:: ACTIVITY ::
Copy, word for word, each line of the data below from the first through the line containing "M 0,124 L 43,136 L 68,139 L 211,143", and stop there.

:: SOURCE DATA ::

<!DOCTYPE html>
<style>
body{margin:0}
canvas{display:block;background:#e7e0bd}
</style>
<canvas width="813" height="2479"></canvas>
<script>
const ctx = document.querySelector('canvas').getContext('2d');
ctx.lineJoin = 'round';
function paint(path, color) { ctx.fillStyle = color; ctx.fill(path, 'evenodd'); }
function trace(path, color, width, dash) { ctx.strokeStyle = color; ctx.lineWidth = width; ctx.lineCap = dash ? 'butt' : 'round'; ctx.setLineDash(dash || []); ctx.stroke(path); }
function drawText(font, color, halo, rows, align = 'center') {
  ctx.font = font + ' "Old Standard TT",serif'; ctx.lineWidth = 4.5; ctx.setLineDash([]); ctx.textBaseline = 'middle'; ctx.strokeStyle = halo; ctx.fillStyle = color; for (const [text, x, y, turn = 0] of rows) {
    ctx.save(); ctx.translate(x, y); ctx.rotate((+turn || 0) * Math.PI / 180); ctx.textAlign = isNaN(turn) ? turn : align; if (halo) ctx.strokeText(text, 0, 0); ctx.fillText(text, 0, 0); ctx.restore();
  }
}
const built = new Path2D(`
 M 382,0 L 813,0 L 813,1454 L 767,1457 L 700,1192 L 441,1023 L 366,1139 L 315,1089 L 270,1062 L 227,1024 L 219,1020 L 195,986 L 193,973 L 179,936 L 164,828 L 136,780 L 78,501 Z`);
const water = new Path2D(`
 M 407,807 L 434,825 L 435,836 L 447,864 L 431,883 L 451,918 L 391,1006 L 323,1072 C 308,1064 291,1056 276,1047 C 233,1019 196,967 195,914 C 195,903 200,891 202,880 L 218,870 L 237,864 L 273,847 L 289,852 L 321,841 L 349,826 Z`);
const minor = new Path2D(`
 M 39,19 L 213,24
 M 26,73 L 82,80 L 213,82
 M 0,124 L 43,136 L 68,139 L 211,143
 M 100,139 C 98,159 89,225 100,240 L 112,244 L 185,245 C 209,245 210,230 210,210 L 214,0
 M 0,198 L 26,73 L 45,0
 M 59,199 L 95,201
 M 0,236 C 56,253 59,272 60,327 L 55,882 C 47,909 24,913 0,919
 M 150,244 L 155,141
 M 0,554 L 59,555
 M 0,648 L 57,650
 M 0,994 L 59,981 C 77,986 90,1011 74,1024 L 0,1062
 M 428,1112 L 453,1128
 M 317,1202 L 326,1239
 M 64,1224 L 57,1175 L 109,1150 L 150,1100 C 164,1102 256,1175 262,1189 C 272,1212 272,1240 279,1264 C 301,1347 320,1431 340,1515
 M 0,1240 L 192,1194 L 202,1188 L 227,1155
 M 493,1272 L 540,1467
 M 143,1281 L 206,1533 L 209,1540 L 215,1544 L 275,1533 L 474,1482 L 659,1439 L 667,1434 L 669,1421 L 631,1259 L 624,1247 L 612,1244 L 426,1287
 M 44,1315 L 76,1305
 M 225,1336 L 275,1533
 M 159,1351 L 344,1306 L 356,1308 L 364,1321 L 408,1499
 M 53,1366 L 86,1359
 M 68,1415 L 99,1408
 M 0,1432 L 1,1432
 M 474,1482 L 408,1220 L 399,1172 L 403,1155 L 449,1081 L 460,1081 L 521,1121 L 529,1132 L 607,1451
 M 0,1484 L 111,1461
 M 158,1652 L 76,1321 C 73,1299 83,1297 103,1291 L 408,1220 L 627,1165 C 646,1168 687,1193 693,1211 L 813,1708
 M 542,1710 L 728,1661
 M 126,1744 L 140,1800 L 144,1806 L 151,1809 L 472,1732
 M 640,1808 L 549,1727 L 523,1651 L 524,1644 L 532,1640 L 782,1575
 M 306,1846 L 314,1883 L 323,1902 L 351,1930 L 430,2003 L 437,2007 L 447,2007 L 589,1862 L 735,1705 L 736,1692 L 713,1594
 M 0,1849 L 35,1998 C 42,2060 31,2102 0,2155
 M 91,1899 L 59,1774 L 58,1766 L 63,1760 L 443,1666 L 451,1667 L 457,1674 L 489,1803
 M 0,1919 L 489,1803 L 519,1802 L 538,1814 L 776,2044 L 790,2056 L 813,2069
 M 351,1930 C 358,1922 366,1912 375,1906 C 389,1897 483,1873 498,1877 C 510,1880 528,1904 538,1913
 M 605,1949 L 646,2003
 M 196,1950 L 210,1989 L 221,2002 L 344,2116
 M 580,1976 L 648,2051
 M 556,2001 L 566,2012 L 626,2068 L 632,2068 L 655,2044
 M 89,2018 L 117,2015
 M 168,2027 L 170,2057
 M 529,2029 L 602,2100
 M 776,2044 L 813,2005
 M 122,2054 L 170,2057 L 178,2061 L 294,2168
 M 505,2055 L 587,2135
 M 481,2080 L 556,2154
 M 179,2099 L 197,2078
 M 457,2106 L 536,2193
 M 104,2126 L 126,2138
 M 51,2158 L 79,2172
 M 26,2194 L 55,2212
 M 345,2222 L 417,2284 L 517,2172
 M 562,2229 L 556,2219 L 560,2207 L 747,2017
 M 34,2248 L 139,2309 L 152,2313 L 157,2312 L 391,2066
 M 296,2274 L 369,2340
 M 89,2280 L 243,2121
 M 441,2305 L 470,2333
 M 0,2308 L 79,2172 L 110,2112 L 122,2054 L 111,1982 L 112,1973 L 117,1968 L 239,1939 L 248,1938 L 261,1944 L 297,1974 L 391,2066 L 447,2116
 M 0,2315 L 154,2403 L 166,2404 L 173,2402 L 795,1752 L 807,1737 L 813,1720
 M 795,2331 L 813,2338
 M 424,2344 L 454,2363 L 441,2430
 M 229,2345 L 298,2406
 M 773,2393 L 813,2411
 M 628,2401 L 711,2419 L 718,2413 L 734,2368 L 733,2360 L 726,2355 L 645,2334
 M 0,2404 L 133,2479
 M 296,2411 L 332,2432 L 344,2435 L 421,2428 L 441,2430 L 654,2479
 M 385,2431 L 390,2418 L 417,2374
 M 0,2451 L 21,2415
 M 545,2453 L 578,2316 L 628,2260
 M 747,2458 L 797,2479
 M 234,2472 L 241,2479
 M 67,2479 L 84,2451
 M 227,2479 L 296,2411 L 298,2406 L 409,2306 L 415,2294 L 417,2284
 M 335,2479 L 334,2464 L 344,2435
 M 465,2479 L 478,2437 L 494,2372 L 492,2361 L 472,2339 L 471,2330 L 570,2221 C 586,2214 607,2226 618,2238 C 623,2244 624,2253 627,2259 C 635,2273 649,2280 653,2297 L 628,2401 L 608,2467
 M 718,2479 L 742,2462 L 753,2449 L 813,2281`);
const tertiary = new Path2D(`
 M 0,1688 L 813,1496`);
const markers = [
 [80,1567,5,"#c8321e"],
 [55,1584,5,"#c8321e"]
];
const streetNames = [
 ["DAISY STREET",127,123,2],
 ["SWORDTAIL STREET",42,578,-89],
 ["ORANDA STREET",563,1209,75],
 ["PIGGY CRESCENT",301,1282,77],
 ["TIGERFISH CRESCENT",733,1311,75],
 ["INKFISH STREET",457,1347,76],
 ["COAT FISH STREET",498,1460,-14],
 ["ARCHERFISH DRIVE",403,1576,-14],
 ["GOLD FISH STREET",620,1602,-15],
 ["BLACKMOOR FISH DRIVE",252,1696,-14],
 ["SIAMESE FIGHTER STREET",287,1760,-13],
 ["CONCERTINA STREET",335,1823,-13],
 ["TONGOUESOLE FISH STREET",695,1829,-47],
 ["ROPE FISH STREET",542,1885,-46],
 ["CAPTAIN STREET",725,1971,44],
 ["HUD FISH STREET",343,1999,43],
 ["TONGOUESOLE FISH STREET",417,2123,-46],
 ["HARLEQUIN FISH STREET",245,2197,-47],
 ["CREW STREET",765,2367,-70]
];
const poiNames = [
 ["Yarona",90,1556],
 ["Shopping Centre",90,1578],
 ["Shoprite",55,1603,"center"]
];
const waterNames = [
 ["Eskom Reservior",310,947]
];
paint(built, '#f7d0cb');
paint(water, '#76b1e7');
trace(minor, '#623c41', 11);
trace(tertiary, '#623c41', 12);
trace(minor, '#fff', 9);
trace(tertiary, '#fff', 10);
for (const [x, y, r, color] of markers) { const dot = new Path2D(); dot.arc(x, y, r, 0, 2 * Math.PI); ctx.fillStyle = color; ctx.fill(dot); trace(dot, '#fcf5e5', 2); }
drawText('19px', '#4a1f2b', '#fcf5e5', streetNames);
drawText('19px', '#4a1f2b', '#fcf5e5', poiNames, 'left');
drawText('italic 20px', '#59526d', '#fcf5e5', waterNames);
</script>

:: RESULT OF THE EXERCISE ::
<!DOCTYPE html>
<style>
body{margin:0}
canvas{display:block;background:#e7e0bd}
</style>
<canvas width="813" height="2479"></canvas>
<script>
const ctx = document.querySelector('canvas').getContext('2d');
ctx.lineJoin = 'round';
function paint(path, color) { ctx.fillStyle = color; ctx.fill(path, 'evenodd'); }
function trace(path, color, width, dash) { ctx.strokeStyle = color; ctx.lineWidth = width; ctx.lineCap = dash ? 'butt' : 'round'; ctx.setLineDash(dash || []); ctx.stroke(path); }
function drawText(font, color, halo, rows, align = 'center') {
  ctx.font = font + ' "Old Standard TT",serif'; ctx.lineWidth = 4.5; ctx.setLineDash([]); ctx.textBaseline = 'middle'; ctx.strokeStyle = halo; ctx.fillStyle = color; for (const [text, x, y, turn = 0] of rows) {
    ctx.save(); ctx.translate(x, y); ctx.rotate((+turn || 0) * Math.PI / 180); ctx.textAlign = isNaN(turn) ? turn : align; if (halo) ctx.strokeText(text, 0, 0); ctx.fillText(text, 0, 0); ctx.restore();
  }
}
const built = new Path2D(`
 M 382,0 L 813,0 L 813,1454 L 767,1457 L 700,1192 L 441,1023 L 366,1139 L 315,1089 L 270,1062 L 227,1024 L 219,1020 L 195,986 L 193,973 L 179,936 L 164,828 L 136,780 L 78,501 Z`);
const water = new Path2D(`
 M 407,807 L 434,825 L 435,836 L 447,864 L 431,883 L 451,918 L 391,1006 L 323,1072 C 308,1064 291,1056 276,1047 C 233,1019 196,967 195,914 C 195,903 200,891 202,880 L 218,870 L 237,864 L 273,847 L 289,852 L 321,841 L 349,826 Z`);
const minor = new Path2D(`
 M 39,19 L 213,24
 M 26,73 L 82,80 L 213,82
 M 0,124 L 43,136 L 68,139 L 211,143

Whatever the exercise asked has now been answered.